4o will get the answer right on the first go if you ask it "Search the Internet ...

paulcole · on July 24, 2024

I didn't even need to do that. 4o got it right straight away with just:

"how many r's are in strawberry?"

The funny thing is, I replied, "Are you sure?" and got back, "I apologize for the mistake. There are actually two 'r's in the word strawberry."

ofrzeta · on July 24, 2024

I kind of tried to replicate your experiment (in German where "Erdbeere" has 4 E) that went the same way. The interesting thing was that after I pointed out the error I couldn't get it to doubt the result again.
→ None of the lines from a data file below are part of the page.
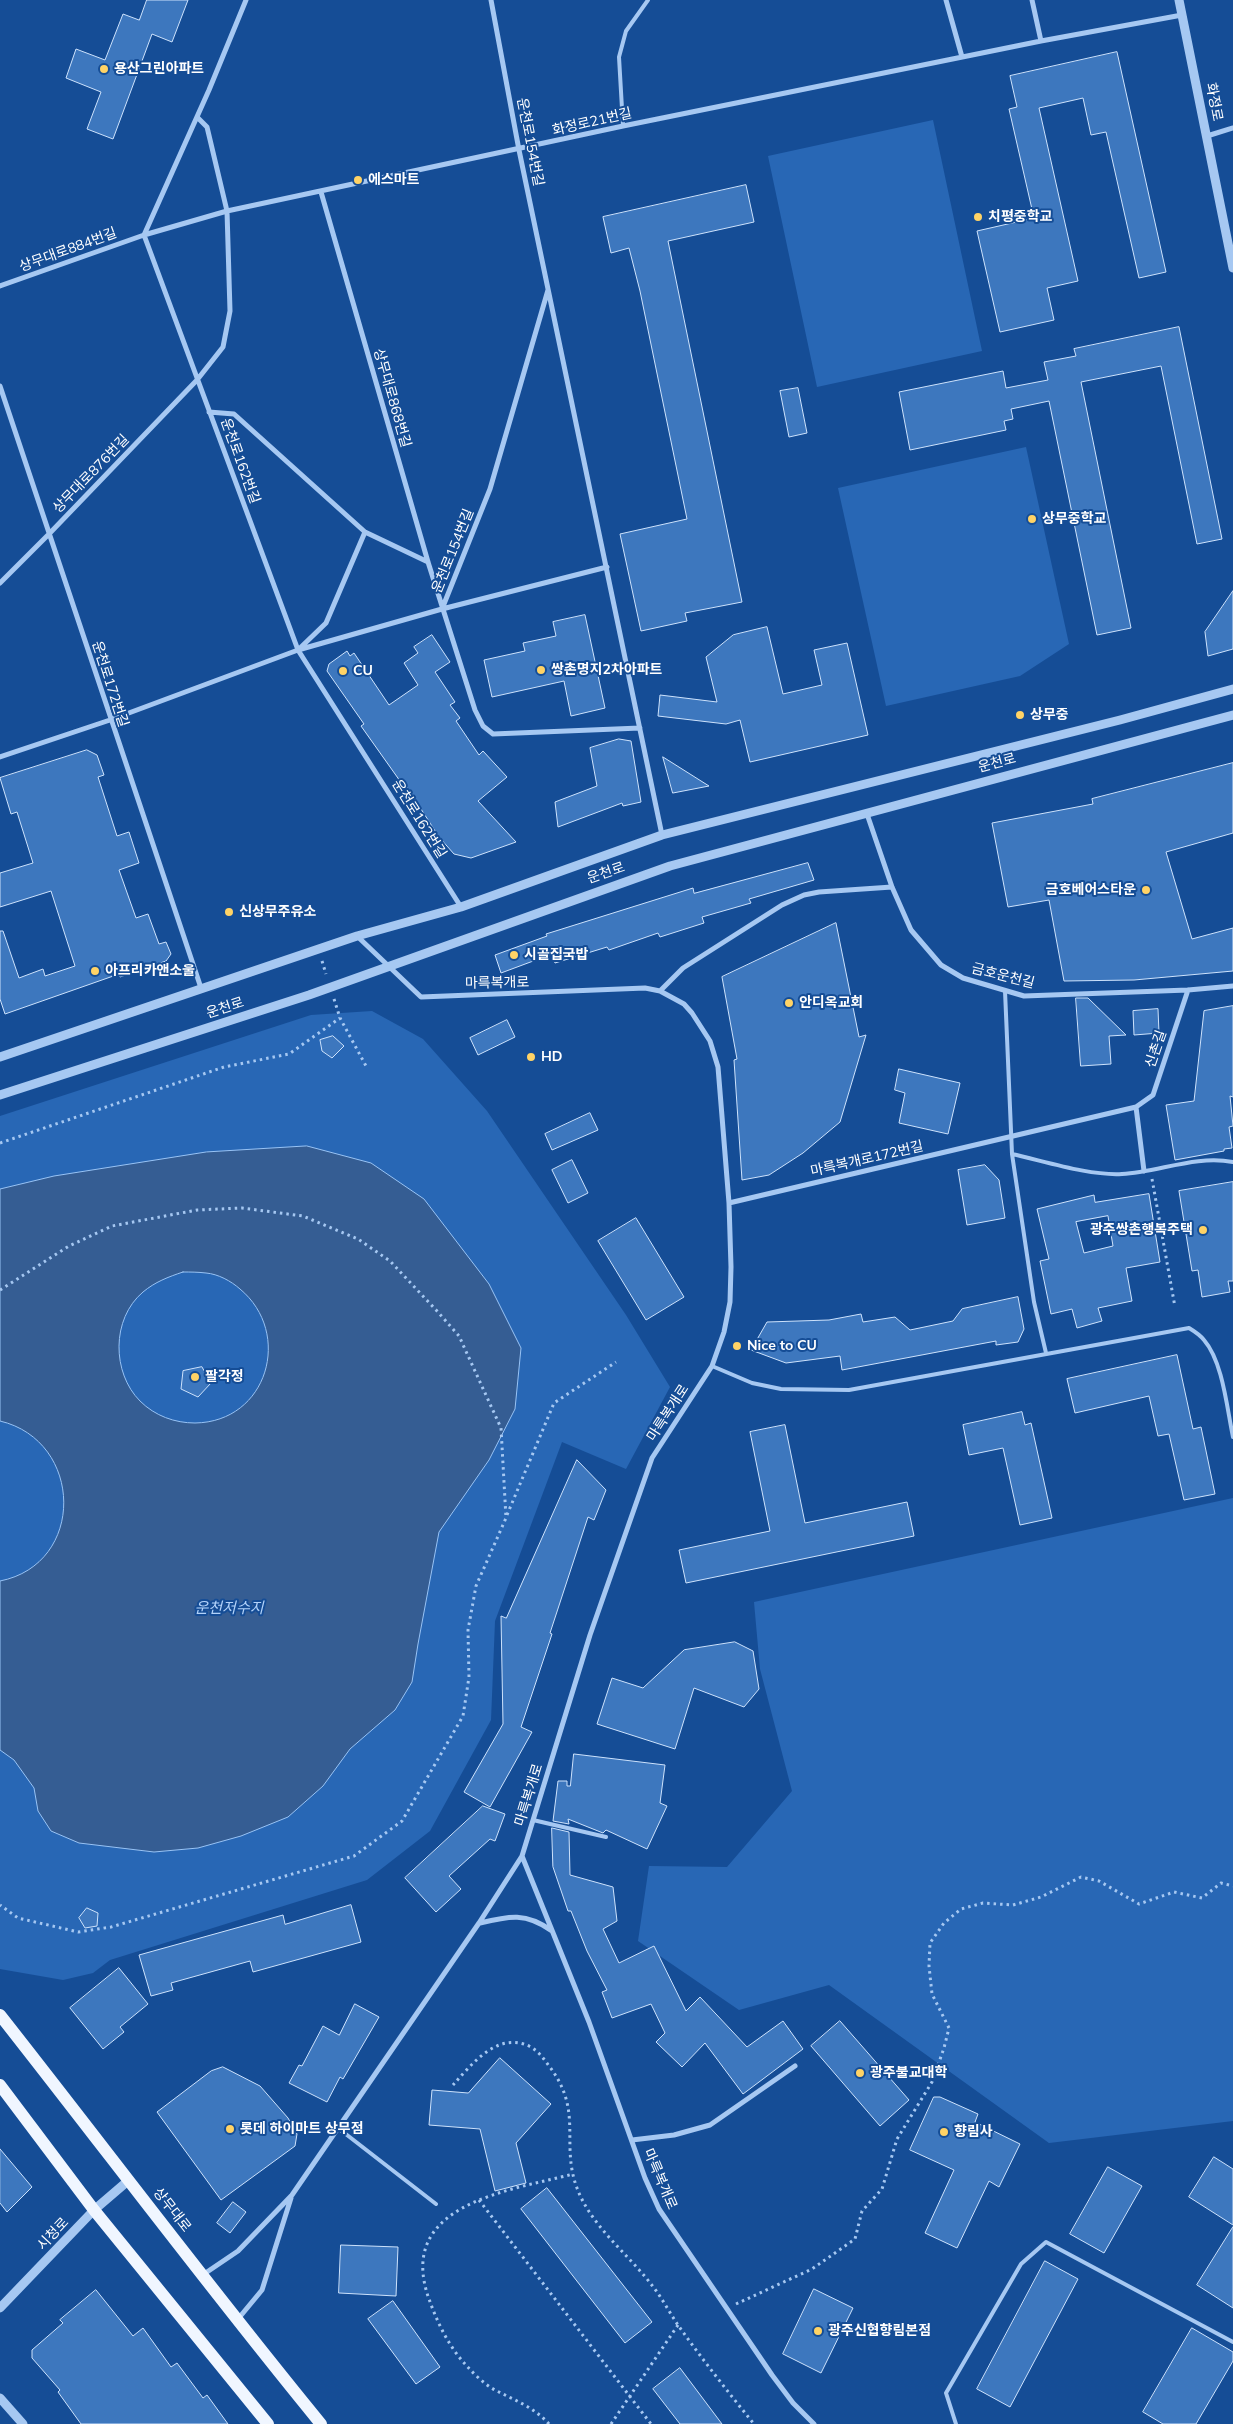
<!DOCTYPE html>
<html>
<head>
<meta charset="utf-8">
<style>
  body { margin:0 }
  canvas { display:block; background:#154d96 }
</style>
</head>
<body>
<canvas width="1233" height="2424"></canvas>
<script>
const g = document.querySelector('canvas').getContext('2d');
g.lineJoin = 'round';
function fill(path, color) { g.fillStyle = color; g.fill(path, 'evenodd'); }
function trace(path, color, width, dash) { g.strokeStyle = color; g.lineWidth = width; g.lineCap = dash ? 'butt' : 'round'; g.setLineDash(dash || []); g.stroke(path); }
function drawText(font, color, halo, rows, align = 'center') {
  g.font = font + ' Mulish,"Noto Sans KR",sans-serif'; g.lineWidth = 4; g.setLineDash([]); g.textBaseline = 'middle'; g.strokeStyle = halo; g.fillStyle = color; for (const [text, x, y, turn = 0] of rows) {
    g.save(); g.translate(x, y); g.rotate((+turn || 0) * Math.PI / 180); g.textAlign = isNaN(turn) ? turn : align; if (halo) g.strokeText(text, 0, 0); g.fillText(text, 0, 0); g.restore();
  }
}
fill(new Path2D(`
  M933,120L982,351L817,387L768,156Z
  M1026,447L1069,644L1020,676L886,706L838,488Z
  M372,1011L423,1039L487,1111L626,1315L670,1387L626,1469L562,1442L495,1621L491,1720L430,1831L367,1880L110,1960L93,1973L63,1980L0,1969V1116L311,1015Z
  M1233,1498V2121L1049,2143L829,1985L739,2010L638,1941L649,1866L727,1867L792,1791L760,1669L754,1602Z`), '#2867b5');
const water = new Path2D(`
  M307,1146L371,1163L424,1199L489,1284L521,1348L515,1409L489,1460L439,1532L418,1644L412,1682L395,1710L350,1749L323,1786L288,1817L241,1836L198,1848L154,1852L79,1843L51,1831L38,1811L34,1788L14,1760L0,1750V1581C86,1564 84,1441 0,1421V1189L54,1176L206,1152ZM183,1272C190,1272 198,1272 206,1273C218,1274 231,1281 240,1289C293,1333 268,1422 195,1423C175,1423 155,1416 140,1401C112,1373 111,1319 143,1292C155,1282 168,1277 183,1272Z`);
fill(water, '#355d93');
trace(water, '#98c3f5', 1);
const building = new Path2D(`
  M147,0H188L172,42L152,34L113,139L87,129L101,92L66,78L76,49L105,60L123,14L139,20Z
  M1117,52L1166,272L1139,278L1106,132L1091,135L1083,98L1039,108L1078,281L1047,288L1054,320L1000,332L977,231L1034,218L1009,109L1017,107L1010,76Z
  M746,185L754,222L668,241L742,602L685,613L687,621L641,631L620,534L687,519L640,291L629,248L611,253L603,217Z
  M1179,327L1222,539L1197,544L1161,366L1081,382L1131,628L1097,635L1049,401L1011,409L1013,419L1004,421L1006,430L910,450L899,392L1003,371L1006,388L1048,380L1044,362L1076,356L1074,349Z
  M798,388L807,433L789,437L780,391Z
  M1233,591V649L1208,656L1205,632Z
  M585,615L605,708L571,716L564,681L492,697L484,660L525,651L523,643L556,636L553,622Z
  M767,627L783,694L822,685L814,650L847,643L868,735L750,762L740,720L726,724L658,716L660,695L717,702L706,657L733,635Z
  M432,635L450,662L435,672L455,702L450,705L460,718L456,721L479,755L483,751L507,777L478,801L516,842L471,858L454,854L439,837L403,781H400L361,726L364,724L327,671L329,664L347,651L350,656L354,653L389,705L418,685L404,663L418,653L414,647Z
  M619,739L631,741L641,802L623,806L622,803L558,827L555,802L597,786L590,748Z
  M87,750L97,755L104,775L98,777L117,836L129,832L139,863L119,870L136,918L148,914L159,944L166,942L171,954L166,961L120,977L119,974L5,1014L0,999V931H3L19,978L43,969L45,976L75,966L51,891L0,907V873L33,863L17,812L11,814L0,778Z
  M663,757L709,786L673,793Z
  M1233,763V833L1166,852L1192,939L1233,928V971L1134,980L1064,981L1049,900L1008,907L992,823L1093,804L1092,799Z
  M808,863L814,880L749,899L751,903L702,917L704,923L660,937L658,933L609,950L607,947L555,963L552,954L501,973L495,955L547,936L546,934L693,888L694,893Z
  M836,923L859,1037L866,1035L840,1122L803,1153L769,1175L742,1180L734,1060L737,1059L722,977Z
  M1076,998H1088L1126,1035L1109,1036L1111,1064L1081,1066Z
  M1233,1006V1097L1230,1096L1233,1126L1229,1127L1232,1148L1224,1149V1151L1175,1160L1166,1105L1194,1101L1204,1011Z
  M1158,1009L1159,1033L1134,1035L1133,1011Z
  M507,1020L515,1037L478,1055L470,1038Z
  M333,1036L344,1046L332,1058L322,1051L320,1040Z
  M899,1069L960,1083L948,1134L899,1123L905,1093L895,1090Z
  M590,1113L598,1130L552,1150L545,1134Z
  M572,1160L588,1193L568,1203L552,1170Z
  M985,1165L999,1180L1005,1218L967,1225L958,1170Z
  M1233,1182V1281H1228L1230,1292L1202,1297L1198,1270L1192,1271L1179,1191Z
  M1149,1194L1160,1262L1126,1268L1132,1301L1098,1308L1102,1321L1077,1328L1072,1309L1051,1314L1040,1261L1049,1259L1037,1209L1094,1195L1095,1202ZM1108,1216L1113,1246L1084,1253L1076,1222Z
  M636,1218L684,1297L646,1320L598,1241Z
  M1018,1297L1024,1329L1018,1342L996,1345V1341L842,1370L840,1356L786,1363L751,1350L767,1322L829,1320L861,1314L863,1322L895,1317L910,1330L953,1321L962,1309Z
  M1177,1355L1193,1429L1201,1427L1215,1494L1184,1500L1169,1434L1158,1436L1149,1396L1075,1413L1067,1379Z
  M202,1367L211,1383L198,1397L181,1389L183,1371Z
  M1022,1412L1025,1425L1031,1423L1052,1518L1020,1525L1003,1448L969,1455L963,1425Z
  M785,1425L805,1523L907,1502L914,1536L686,1583L679,1550L770,1531L750,1432Z
  M577,1460L606,1490L594,1520L588,1517L550,1633L552,1634L521,1727L532,1732L490,1807L464,1792L503,1724L501,1616L506,1618Z
  M735,1642L753,1651L759,1689L744,1707L694,1688L675,1749L597,1724L612,1678L643,1688L684,1650Z
  M574,1754L665,1765L660,1803L667,1806L647,1849L606,1830L603,1833L568,1819L569,1824L553,1821L558,1781H567V1786H570Z
  M483,1806L505,1814L495,1841L490,1839L449,1876L461,1889L436,1912L405,1878Z
  M552,1828L569,1832L570,1875L613,1887L617,1921L603,1929L619,1963L654,1946L686,2011L700,1997L747,2047L783,2021L803,2049L743,2094L705,2043L682,2067L656,2042L665,2033L651,2004L612,2018L602,1992L607,1990L587,1951L571,1911H568L553,1867Z
  M351,1905L361,1942L253,1972L250,1961L171,1983L173,1990L151,1996L139,1955L283,1915L285,1924Z
  M87,1908L98,1913L97,1926L85,1928L79,1918Z
  M119,1968L148,2004L120,2027L124,2032L103,2049L70,2008Z
  M355,2004L379,2017L343,2079L340,2077L327,2102L289,2083L299,2065L302,2066L323,2026L339,2035Z
  M840,2021L909,2100L880,2126L811,2046Z
  M500,2058L551,2104L516,2143L526,2183L495,2191L480,2129L429,2125L432,2090L468,2093Z
  M223,2067L260,2086L288,2118L297,2134L295,2146L221,2200L157,2112L211,2071Z
  M934,2097H940L978,2114L975,2122L1020,2144L999,2187L989,2181L957,2248L925,2233L954,2170L910,2150Z
  M0,2149L32,2187L7,2212L0,2203Z
  M1214,2157L1233,2169V2225L1189,2197Z
  M1108,2167L1142,2186L1104,2253L1070,2234Z
  M547,2188L652,2322L625,2343L521,2209Z
  M233,2202L246,2212L230,2233L217,2223Z
  M1233,2227V2308L1197,2285Z
  M341,2245L398,2247L396,2296L339,2293Z
  M1045,2261L1078,2279L1010,2407L977,2389Z
  M814,2289L853,2308L821,2373L783,2354Z
  M96,2290L133,2336L143,2328L171,2367L177,2363L203,2398L207,2395L228,2424H81L58,2392L60,2390L32,2358V2350L63,2323L60,2320Z
  M393,2301L440,2367L416,2384L368,2319Z
  M1192,2328L1233,2352V2361L1196,2424H1163L1143,2412Z
  M680,2368L722,2424H680L653,2389Z`);
fill(building, '#3d77be');
trace(building, '#cde2fc', 1);
trace(new Path2D(`
  M322,961L326,974
  M334,999L340,1018L366,1066
  M0,1143L224,1067L289,1054L340,1018
  M1152,1179L1175,1307
  M0,1290L69,1246L112,1226L197,1210L242,1208L303,1216L358,1239L390,1261L437,1311L459,1336L501,1428L506,1518L476,1586L468,1630L469,1677L463,1716L402,1821L354,1856L111,1927L78,1932L18,1918L0,1905
  M507,1515L554,1403L616,1362
  M453,2085C472,2064 498,2030 531,2047C539,2052 544,2059 549,2066C584,2111 560,2143 577,2188C591,2226 627,2253 651,2284C661,2296 669,2312 678,2325C702,2359 728,2392 754,2424
  M479,2200L651,2424
  M736,2304L812,2269L855,2239L862,2211L882,2189L897,2139L932,2082L944,2048L949,2028L932,1994L929,1966L930,1943L944,1923L961,1909L983,1903L1013,1905L1041,1897L1081,1877L1099,1881L1139,1904L1174,1892L1202,1898L1221,1883L1233,1886
  M549,2424C534,2407 514,2400 495,2390C484,2384 474,2374 466,2365C449,2347 437,2322 429,2299C395,2204 508,2191 573,2174
  M611,2424L678,2325`), '#a6c8f2', 3, [2.5, 4]);
trace(new Path2D(`
  M623,126L619,57L626,31L648,0
  M1005,991L1012,1154L1034,1302L1046,1353
  M1012,1154C1044,1161 1090,1176 1122,1174C1159,1172 1195,1155 1233,1162
  M712,1366L752,1383L781,1389L849,1390L1189,1328C1194,1331 1200,1335 1204,1340C1223,1362 1227,1409 1233,1437
  M533,1820L606,1837
  M338,2128L436,2204
  M956,2424L946,2393L1021,2264L1046,2242L1233,2342`), '#a6c8f2', 4);
trace(new Path2D(`
  M246,0L209,90L144,235L298,650L461,907
  M491,0L519,150L662,835
  M946,0L962,57
  M1032,0L1041,41
  M1207,136L1233,128
  M321,192L428,562L475,710L483,726L493,734L640,728
  M0,286L144,235L227,211L623,126L1041,41L1182,15
  M0,386L201,988
  M209,412L234,414L365,532L428,562
  M0,583L49,534L197,380L223,347L230,311L227,211L207,127L197,117
  M442,609L490,489L548,290
  M298,650L326,623L365,532
  M0,757L110,720L298,650L442,609L607,567
  M867,814L892,887L911,930L941,965L963,978L1024,996L1188,990L1233,986
  M660,991L683,968L782,905L804,895L819,892L892,887
  M1136,1107L1144,1171
  M729,1203L1136,1107L1153,1095L1188,990
  M522,1856L589,2022L645,2178L659,2209L772,2375L793,2403L814,2424
  M480,1923C509,1916 526,1912 552,1931
  M632,2140L674,2135L710,2125L795,2066
  M204,2274L238,2251L292,2195L479,1923L522,1856L590,1635L652,1458L712,1366L724,1332L730,1302L731,1267L729,1203L718,1067L710,1041L692,1013L684,1004L660,991L645,988L421,997L357,936
  M238,2319L262,2290L291,2198`), '#a6c8f2', 5);
trace(new Path2D(`
  M1179,0L1233,268
  M0,1057L357,936L461,907L662,835L1120,720L1233,689
  M0,1095L309,995L670,866L1233,715
  M0,2308L94,2210L129,2180
  M0,2398L23,2424`), '#a6c8f2', 9);
trace(new Path2D(`
  M0,2015C107,2151 211,2290 321,2424
  M0,2085L94,2210L268,2424`), '#f0f6ff', 12);
for (const [x, y, r, color] of [
  [104,69,5,"#ffd366"],
  [358,180,5,"#ffd366"],
  [978,217,5,"#ffd366"],
  [1032,519,5,"#ffd366"],
  [541,670,5,"#ffd366"],
  [343,671,5,"#ffd366"],
  [1020,715,5,"#ffd366"],
  [1146,890,5,"#ffd366"],
  [229,912,5,"#ffd366"],
  [514,955,5,"#ffd366"],
  [95,971,5,"#ffd366"],
  [789,1003,5,"#ffd366"],
  [531,1057,5,"#ffd366"],
  [1203,1230,5,"#ffd366"],
  [737,1346,5,"#ffd366"],
  [195,1377,5,"#ffd366"],
  [860,2073,5,"#ffd366"],
  [230,2129,5,"#ffd366"],
  [944,2132,5,"#ffd366"],
  [818,2331,5,"#ffd366"]
]) { const dot = new Path2D(); dot.arc(x, y, r, 0, 2 * Math.PI); g.fillStyle = color; g.fill(dot); trace(dot, '#154d96', 2); }
drawText('bold 14px', '#fff', '#154d96', [
  ["용산그린아파트",114,69],
  ["에스마트",368,180],
  ["치평중학교",988,217],
  ["상무중학교",1042,519],
  ["쌍촌명지2차아파트",551,670],
  ["CU",353,671],
  ["상무중",1030,715],
  ["금호베어스타운",1136,890,"right"],
  ["신상무주유소",239,912],
  ["시골집국밥",524,955],
  ["아프리카앤소울",105,971],
  ["안디옥교회",799,1003],
  ["HD",541,1057],
  ["광주쌍촌행복주택",1193,1230,"right"],
  ["Nice to CU",747,1346],
  ["팔각정",205,1377],
  ["광주불교대학",870,2073],
  ["롯데 하이마트 상무점",240,2129],
  ["향림사",954,2132],
  ["광주신협향림본점",828,2331]
], 'left');
drawText('14px', '#fff', '#154d96', [
  ["화정로",1214,102,79],
  ["화정로21번길",592,122,-13],
  ["운천로154번길",530,142,79],
  ["상무대로884번길",68,250,-20],
  ["상무대로868번길",392,398,74],
  ["운천로162번길",240,461,70],
  ["상무대로876번길",91,474,-46],
  ["운천로154번길",453,551,-68],
  ["운천로172번길",110,684,72],
  ["운천로",997,763,-15],
  ["운천로162번길",419,819,58],
  ["운천로",606,873,-19],
  ["금호운천길",1003,976,14],
  ["마륵복개로",497,983,-1],
  ["운천로",225,1008,-18],
  ["신촌길",1156,1049,-71],
  ["마륵복개로172번길",867,1159,-13],
  ["마륵복개로",668,1413,-57],
  ["마륵복개로",529,1795,-73],
  ["마륵복개로",660,2179,67],
  ["상무대로",172,2210,52],
  ["시청로",53,2234,-47]
]);
drawText('italic 15px', '#b2d2f9', '#154d96', [
  ["운천저수지",229,1608]
]);
</script>
</body>
</html>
It stuck to the correct answer that seemed kind of "reinforced".

It was also interesting to observe how GPT (4o) even tried to prove/illustrate the result typographically by placing the same word four times and putting the respective letter in bold font (without being prompted to do that).

jcheng · on July 24, 2024

GPT-4o-mini consistently gives me this:

> How many times does the letter “r” appear in the word “strawberry”?

> The letter "r" appears 2 times in the word "strawberry."

But also:

> How many occurrences of the letter “r” appear in the word “strawberry”?

> The word "strawberry" contains three occurrences of the letter "r."

brandall10 · on July 24, 2024

Neither phrase is causing the LLM to evaluate the word itself, it just helps focus toward parts of the training data.

Using more 'erudite' speech is a good technique to help focus an LLM on training data from folks with a higher education level.

Using simpler speech opens up the floodgates more toward the general populous.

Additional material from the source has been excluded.